A mutation is a misspelling in the code for a protein that can be passed from one generation to the next–an A instead of a G, say. The result can be a disease, such as cystic fibrosis.

There are present multiple variations of a gene (called alleles) at the same genetic location. For most locations, each individual possesses two alleles, one derived from each parent. If the two alleles are identical, the individual is said to be homozygous; if they are different, the individual is heterozygous.

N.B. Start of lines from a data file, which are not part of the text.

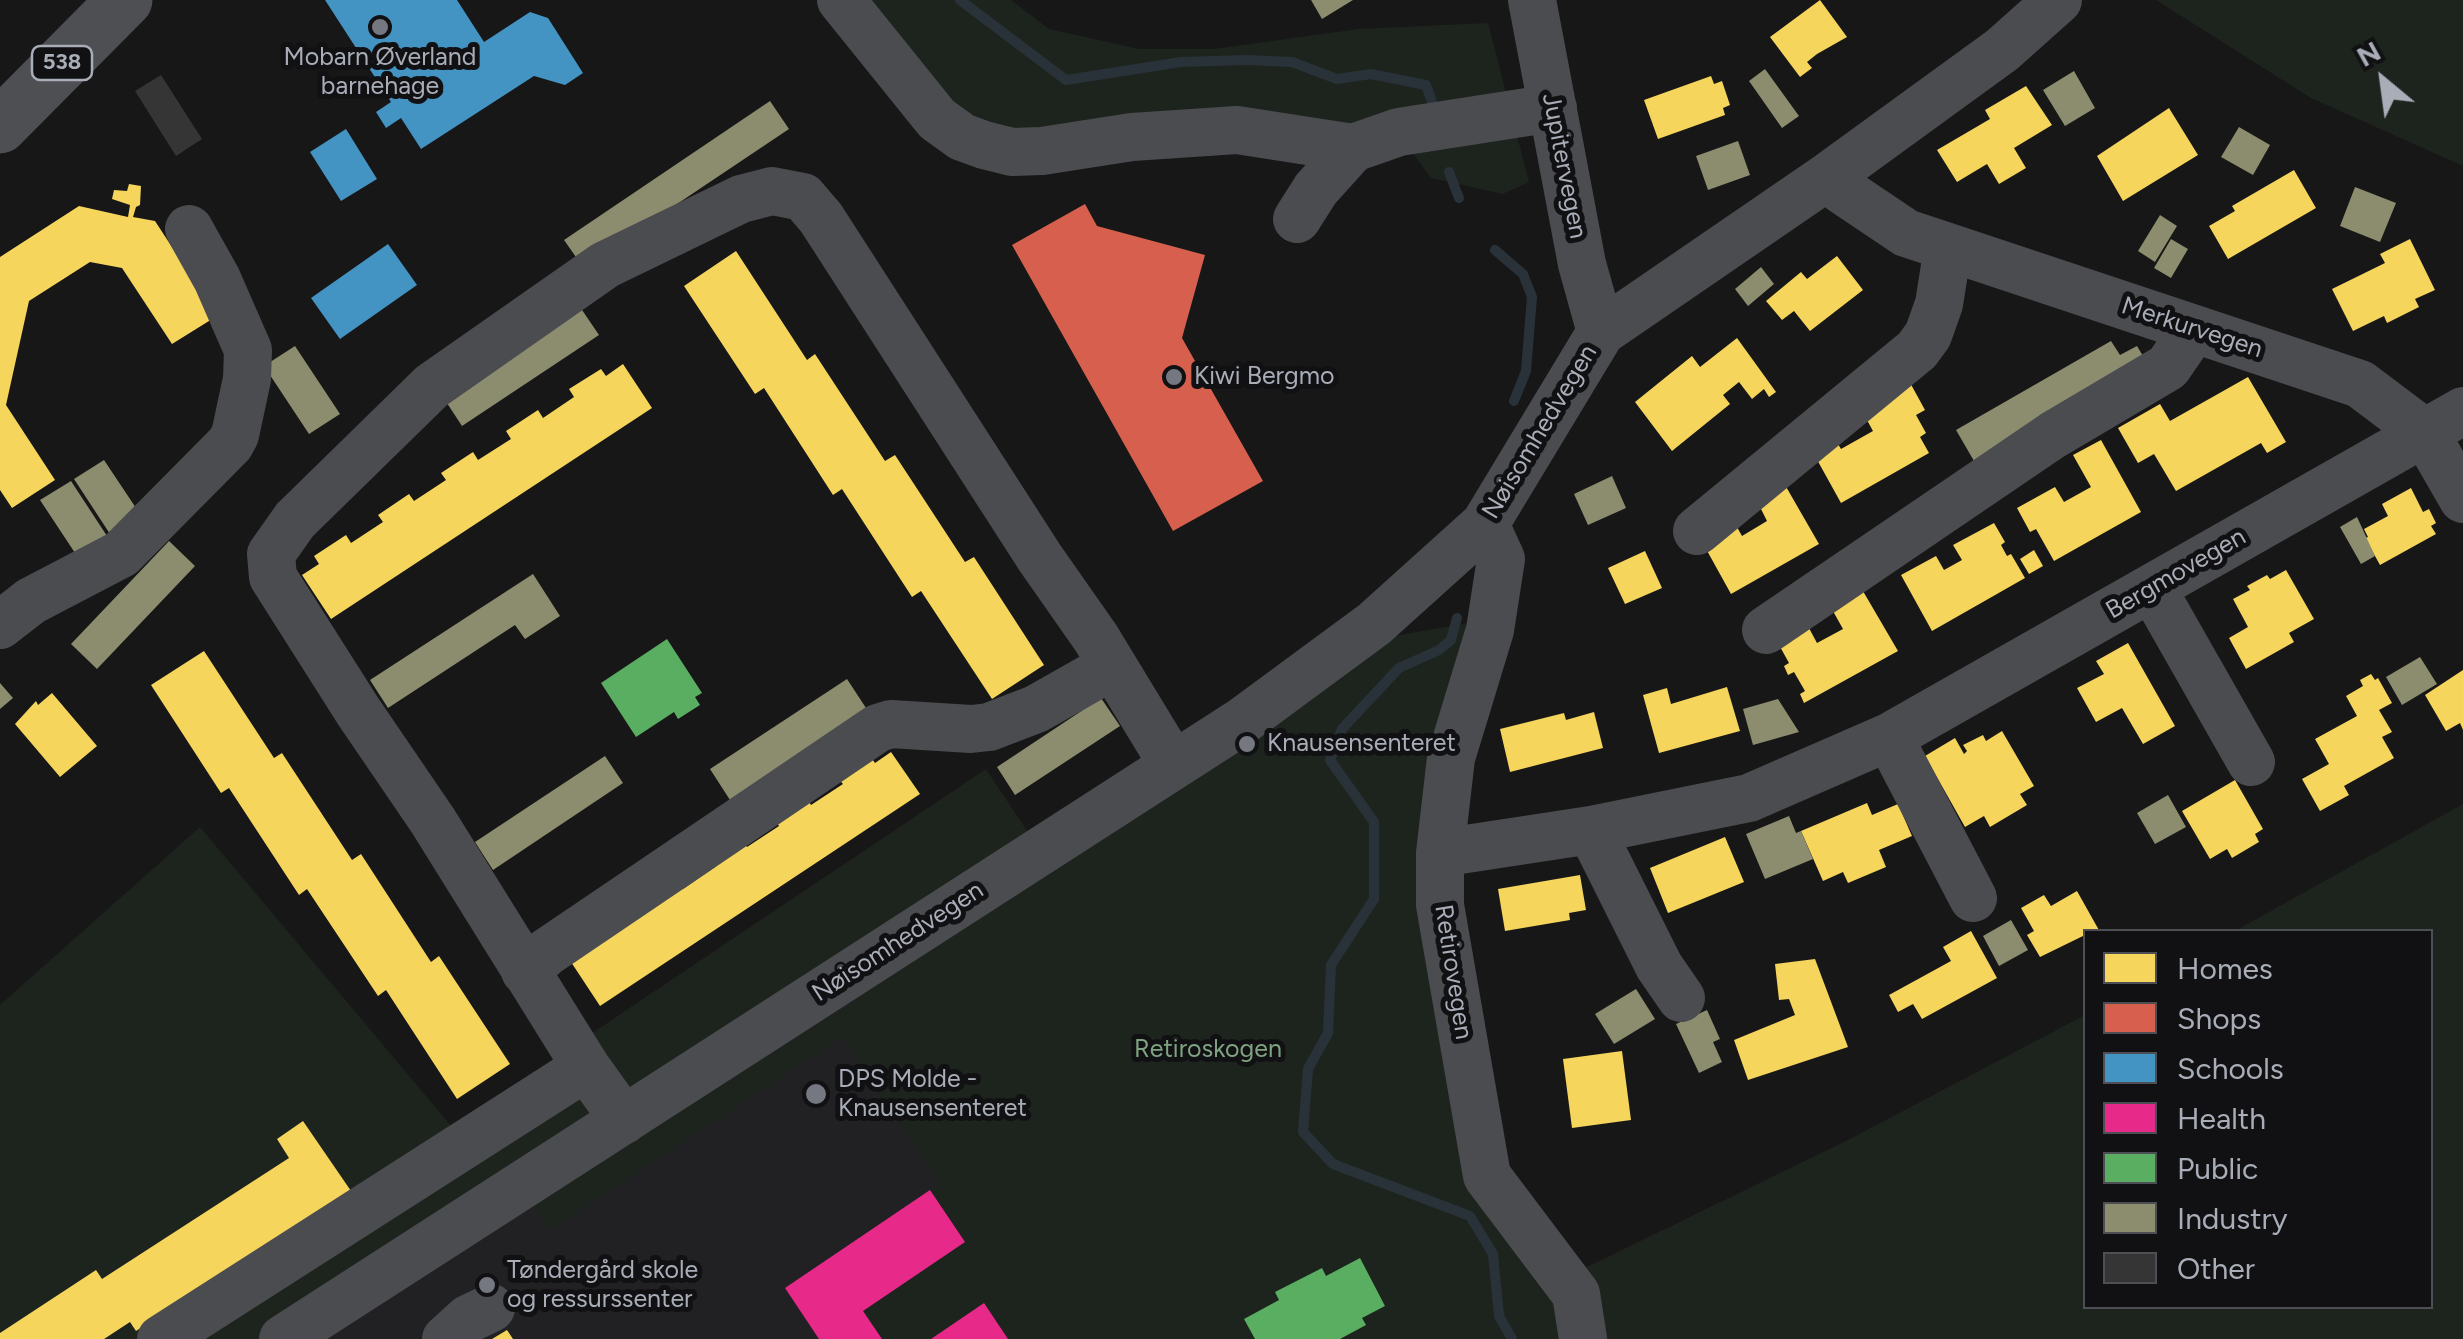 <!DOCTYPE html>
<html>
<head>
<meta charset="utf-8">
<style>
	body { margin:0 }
	#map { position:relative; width:2463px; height:1339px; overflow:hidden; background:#171717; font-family:Figtree,sans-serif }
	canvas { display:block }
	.legend { position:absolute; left:2083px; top:929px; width:350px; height:380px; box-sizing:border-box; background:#111113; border:2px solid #4d4f55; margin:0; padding:12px 18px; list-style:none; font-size:30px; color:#a8adb8 }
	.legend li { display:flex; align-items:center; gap:20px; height:50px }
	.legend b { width:50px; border:2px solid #4d4f55 }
	.north { position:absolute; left:2333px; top:30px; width:100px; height:100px; -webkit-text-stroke:8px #111113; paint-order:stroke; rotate:331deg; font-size:28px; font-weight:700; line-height:40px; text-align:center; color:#a8adb8 }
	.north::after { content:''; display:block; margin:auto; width:35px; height:45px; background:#a8adb8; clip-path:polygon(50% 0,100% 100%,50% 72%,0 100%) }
</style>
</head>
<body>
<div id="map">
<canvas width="2463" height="1339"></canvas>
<ul class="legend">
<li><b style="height:28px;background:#f6d55c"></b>Homes</li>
<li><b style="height:28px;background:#d6604d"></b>Shops</li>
<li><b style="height:28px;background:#4393c3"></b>Schools</li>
<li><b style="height:28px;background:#e7298a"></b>Health</li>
<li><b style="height:28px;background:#5aae61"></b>Public</li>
<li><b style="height:28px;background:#8c8c6e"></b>Industry</li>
<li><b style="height:28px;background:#353536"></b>Other</li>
</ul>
<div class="north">N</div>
</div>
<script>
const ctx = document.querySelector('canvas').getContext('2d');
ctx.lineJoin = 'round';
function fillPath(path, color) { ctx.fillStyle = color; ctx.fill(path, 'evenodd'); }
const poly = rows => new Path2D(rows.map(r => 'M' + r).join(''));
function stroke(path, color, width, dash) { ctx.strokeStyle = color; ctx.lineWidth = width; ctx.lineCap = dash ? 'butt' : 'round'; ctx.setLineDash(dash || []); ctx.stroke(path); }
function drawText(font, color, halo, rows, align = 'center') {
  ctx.font = font + ' Figtree,sans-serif'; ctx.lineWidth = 10; ctx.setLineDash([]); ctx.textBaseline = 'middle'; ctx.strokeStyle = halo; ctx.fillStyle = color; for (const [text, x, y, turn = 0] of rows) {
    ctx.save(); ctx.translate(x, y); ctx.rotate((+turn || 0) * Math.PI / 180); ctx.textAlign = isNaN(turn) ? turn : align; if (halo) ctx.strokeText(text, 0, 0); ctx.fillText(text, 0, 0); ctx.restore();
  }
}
const built = poly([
	[863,985,1122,1339,308,1339]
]);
const green = poly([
	[858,0,1011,0,1049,29,1139,49,1214,49,1358,29,1488,23,1529,182,1503,194,1431,178,1405,143,995,130,925,91],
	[2156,0,2463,0,2463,166,2311,98],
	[1479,621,1437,750,1475,1183,1552,1284,1848,1140,2085,1015,2086,1306,2430,1306,2430,932,2235,931,2463,804,2463,1339,1008,1339,984,1304,931,1339,882,1339,863,1311,930,1190,940,1182,842,1036,549,1231,532,1205,867,993,862,986,308,1339,0,1339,0,1005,200,827,452,1127,986,769,1048,862,1377,639]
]);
const homes = poly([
	[1820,0,1847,37,1817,54,1807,62,1812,68,1800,77,1770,37],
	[1711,76,1714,84,1722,81,1730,105,1723,108,1725,115,1658,139,1644,100],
	[2026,86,2052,125,2014,148,2026,168,1999,184,1987,164,1957,182,1937,150,1990,119,1985,110],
	[2169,108,2198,155,2123,201,2097,156],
	[2294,170,2316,208,2228,259,2209,226,2235,211,2232,206],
	[129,184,141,186,140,205,136,207,133,217,155,221,217,316,172,344,122,268,90,262,29,301,6,405,55,480,12,508,0,490,0,257,79,206,128,217,130,205,112,199,114,190,127,191],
	[2410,239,2435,290,2415,299,2419,307,2387,323,2384,316,2353,331,2332,289,2385,263,2380,254],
	[736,251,807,360,815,354,885,461,895,455,965,562,974,557,1044,665,992,699,921,591,912,597,842,489,833,495,764,388,755,394,684,286],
	[1837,256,1863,290,1810,331,1794,311,1782,320,1766,301,1801,272,1807,279],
	[1737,338,1776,392,1769,397,1764,389,1752,399,1739,382,1723,395,1730,404,1672,451,1635,402,1692,356,1700,367],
	[623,364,652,408,331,619,302,575,319,564,314,556,346,535,351,543,383,522,378,515,409,494,414,501,446,480,441,473,473,452,478,460,511,439,506,431,538,410,543,418,574,397,569,389,601,369,606,376],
	[2248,377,2286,442,2267,453,2261,443,2176,491,2154,454,2138,463,2118,428,2160,404,2170,421],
	[1908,379,1925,410,1916,415,1926,433,1920,437,1929,453,1841,503,1810,447,1832,434,1841,449,1873,431,1862,411],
	[2101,440,2141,512,2054,561,2036,529,2030,532,2017,508,2055,487,2064,502,2091,487,2073,455],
	[1781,478,1819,544,1731,594,1700,538,1733,520,1742,536,1767,521,1759,505],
	[2411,488,2423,512,2429,509,2436,523,2431,526,2436,534,2380,565,2365,538,2368,537,2364,529,2388,516,2382,504],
	[1994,523,2005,542,2001,545,2007,556,2011,554,2025,578,1932,631,1901,575,1936,556,1944,570,1962,560,1953,545],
	[2034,550,2043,566,2029,574,2020,559],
	[1645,551,1662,588,1625,604,1608,568],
	[2286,570,2314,619,2289,633,2294,642,2246,669,2229,638,2248,627,2233,599,2250,590,2247,586,2267,575,2270,579],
	[1860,586,1898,651,1804,703,1800,694,1805,691,1794,672,1788,675,1784,666,1789,663,1773,634,1803,617,1817,643,1843,629,1829,604],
	[2128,643,2175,726,2143,744,2122,708,2096,722,2077,688,2104,674,2096,661],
	[204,651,274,758,282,753,352,860,361,854,431,962,439,956,510,1064,457,1099,386,990,378,996,307,889,299,895,229,788,221,793,151,685],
	[2463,670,2463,730,2460,723,2446,731,2425,695],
	[2371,674,2375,680,2378,678,2392,703,2379,710,2392,732,2382,737,2394,758,2344,786,2349,795,2320,811,2302,779,2329,764,2315,739,2357,716,2346,696,2363,686,2360,680],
	[1727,687,1740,731,1659,753,1643,695,1667,688,1671,704],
	[52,693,97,746,60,777,15,724,36,701,38,705],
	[1594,712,1603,748,1510,772,1500,729,1564,713,1566,720],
	[2002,731,2034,786,2020,794,2027,805,1990,827,1984,816,1965,827,1925,756,1955,738,1964,754,1967,751,1963,745,1983,735,1986,741],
	[891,752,920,794,600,1006,571,962,678,881,683,889,715,867,711,861,742,839,747,847,779,826,775,819,806,797,811,805,843,784,837,777,870,756,875,763],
	[2235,780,2263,829,2255,834,2259,842,2232,858,2227,849,2210,859,2182,811],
	[1867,803,1872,815,1898,804,1912,836,1879,850,1886,867,1848,883,1843,872,1823,881,1801,831],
	[1725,837,1744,882,1668,913,1650,868],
	[1580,875,1586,910,1569,913,1570,920,1505,931,1498,889],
	[2077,891,2100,932,2086,932,2086,941,2083,936,2040,957,2027,935,2034,931,2021,908,2044,895,2051,906],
	[1971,931,1997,978,1922,1019,1913,1004,1898,1012,1889,995,1951,961,1943,947],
	[1815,959,1848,1047,1748,1080,1734,1040,1795,1015,1789,999,1779,1000,1775,964],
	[1622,1051,1631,1120,1572,1128,1563,1059],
	[303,1121,351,1191,136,1331,130,1322,104,1339,0,1339,0,1333,96,1270,102,1279,289,1158,277,1139],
	[507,1330,513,1339,492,1339]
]);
const shops = poly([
	[1085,204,1097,226,1205,255,1182,338,1263,481,1173,531,1012,245]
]);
const schools = poly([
	[325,0,457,0,484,42,530,12,548,18,583,73,565,85,534,76,421,149,401,118,386,128,376,112,391,102],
	[346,129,377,179,341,201,310,152],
	[388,244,417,285,340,339,311,298]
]);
const health = poly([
	[930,1190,965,1242,863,1311,882,1339,819,1339,785,1288],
	[984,1303,1008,1339,931,1339]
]);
const public = poly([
	[667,639,702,693,695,697,700,705,678,719,674,712,636,737,601,683],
	[1360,1258,1385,1306,1362,1318,1366,1325,1340,1339,1255,1339,1244,1319,1279,1300,1275,1292,1322,1268,1326,1276]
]);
const industry = poly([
	[1311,0,1353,0,1322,19],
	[1765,69,1799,116,1782,128,1749,81],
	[2074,71,2095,108,2065,126,2043,90],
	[770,101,789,129,583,267,564,240],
	[2239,127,2270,145,2253,175,2221,157],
	[1738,141,1750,175,1708,190,1696,156],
	[2355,187,2396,203,2380,242,2340,226],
	[2160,215,2177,226,2155,262,2138,251],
	[2171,239,2188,249,2171,278,2154,268],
	[1761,267,1774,284,1748,306,1735,289],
	[578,304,599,335,462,426,441,394],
	[2111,341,2120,355,2137,346,2146,361,1974,461,1956,430],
	[295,346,340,414,309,434,264,366],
	[104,460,140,514,110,534,74,479],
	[1612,476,1626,508,1588,525,1574,494],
	[71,481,107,536,77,556,40,500],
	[2357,517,2375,556,2361,564,2340,527],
	[169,541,195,566,97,669,71,644],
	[533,574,560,616,525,639,515,625,388,708,370,680],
	[2420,657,2437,684,2402,705,2386,677],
	[847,679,868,711,730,800,710,769],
	[0,683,13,698,0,709],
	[1101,698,1120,726,1015,795,997,767],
	[1778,699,1799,732,1753,745,1743,709],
	[605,756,623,783,493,870,475,842],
	[2168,795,2186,827,2155,844,2137,813],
	[1789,816,1796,833,1801,831,1813,859,1765,879,1746,834],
	[2011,920,2028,950,1999,966,1983,936],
	[1636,989,1655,1019,1614,1044,1595,1014],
	[1707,1010,1720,1039,1713,1042,1722,1062,1699,1073,1676,1024]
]);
const stream = poly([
	[960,0,1066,80,1181,62,1247,60,1292,62,1337,79,1371,74,1426,85,1432,102],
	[1449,172,1459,198],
	[1495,250,1523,274,1532,297,1526,371,1514,401],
	[1457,618,1451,640,1439,650,1399,668,1342,729,1330,760,1374,822,1374,899,1331,965,1328,1033,1308,1069,1303,1132,1333,1164,1470,1216,1493,1254,1499,1316,1512,1339]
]);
const building = poly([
	[161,75,202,139,176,156,135,91]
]);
const minor = poly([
	[841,0,937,119,962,137,984,145,1012,152,1042,151,1132,137,1237,130,1353,148],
	[1532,0,1582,264,1601,332],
	[1830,175,1842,190,1906,233,2360,384,2425,433,2463,499],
	[1297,219,1316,189,1353,148,1399,132,1553,108],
	[1485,524,1501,559,1490,630,1451,758,1440,853,1440,905,1487,1176,1576,1294,1583,1339],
	[1697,531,1917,350,1928,335,1939,304,1948,247],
	[2152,588,2251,762],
	[0,625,31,601,121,554,230,444,235,435,247,379,248,350,217,279,189,229],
	[1766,630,2053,435,2168,367,2194,329],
	[1889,737,1973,898],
	[1591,830,1659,966,1681,998],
	[1440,853,1591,830,1749,798,1889,737,2463,411],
	[525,971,547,952,878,728,891,724,971,729,989,727,1036,709,1112,666],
	[624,1120,586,1067,433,821,358,711,273,577,271,554,295,520,432,386,605,265,741,199,772,191,803,197,821,218,1040,558,1096,638,1172,763],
	[161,1339,586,1067],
	[283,1339,1241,722,1374,624,1485,524,1601,332,1830,175,2002,50,2058,0],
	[446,1339,468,1319,491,1308]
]);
const major = poly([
	[0,126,125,0]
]);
const markers = [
	[380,27,10,"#757880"],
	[1174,377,10,"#757880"],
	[1247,744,10,"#757880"],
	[816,1094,12,"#757880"],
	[487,1285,10,"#757880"]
];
const shields = [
	[62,63,60]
];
const shieldNames = [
	["538",62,63]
];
const poiNames = [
	["Mobarn Øverland",380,58,"center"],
	["barnehage",380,87,"center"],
	["Kiwi Bergmo",1194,377],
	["Knausensenteret",1267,744],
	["DPS Molde -",838,1080],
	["Knausensenteret",838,1109],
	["Tøndergård skole",507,1271],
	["og ressurssenter",507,1300]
];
const streetNames = [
	["Jupitervegen",1564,166,79],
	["Merkurvegen",2192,328,18],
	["Nøisomhedvegen",1540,432,-59],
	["Bergmovegen",2176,574,-30],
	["Nøisomhedvegen",898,942,-33],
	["Retirovegen",1453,972,81]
];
const parkNames = [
	["Retiroskogen",1208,1050]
];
fillPath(built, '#212123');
fillPath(green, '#1d241e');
fillPath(homes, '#f6d55c');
fillPath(shops, '#d6604d');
fillPath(schools, '#4393c3');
fillPath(health, '#e7298a');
fillPath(public, '#5aae61');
fillPath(industry, '#8c8c6e');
stroke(stream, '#2a3239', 10);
fillPath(building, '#353536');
stroke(minor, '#4b4c50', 48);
stroke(major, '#4d4f52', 55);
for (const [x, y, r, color] of markers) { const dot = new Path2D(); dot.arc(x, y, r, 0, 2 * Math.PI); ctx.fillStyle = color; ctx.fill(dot); stroke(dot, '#111113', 4); }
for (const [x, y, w] of shields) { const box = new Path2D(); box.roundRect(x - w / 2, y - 17, w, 34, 8); ctx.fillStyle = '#111113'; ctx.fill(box); stroke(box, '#a8adb8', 2.5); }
drawText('bold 22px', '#a8adb8', null, shieldNames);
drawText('25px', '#a8adb8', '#111113', poiNames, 'left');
drawText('25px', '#a8adb8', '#111113', streetNames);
drawText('25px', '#7fa381', '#111113', parkNames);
</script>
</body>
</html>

In addition to mutations, the “inheritance pattern” or the way in which genetic traits or disorders are expressed also varies. The Marfan syndrome follows a pattern of inheritance called “autosomal dominant inheritance.” “Autosomal” means the inheritance is linked to any chromosome other than those which determine the sex of the child. “Dominant” means the effects of the Marfan gene dominate or override the effects of the normal gene in the pair. Therefore, if one parent contributes the Marfan gene and one parent contributes a normal gene, the child will inherit the Marfan disorder. There is a 50% chance during each pregnancy that the affected parent will pass on the Marfan gene and the child will get the Marfan syndrome. There is, of course, also a 50% chance that the affected parent will pass on his or her normal gene, in which case the child will not get the disorder.

It is important to remember that parents have no control over which genes they pass on to their children, and, therefore, should not feel at fault if one of their children inherits a disorder such as the Marfan syndrome.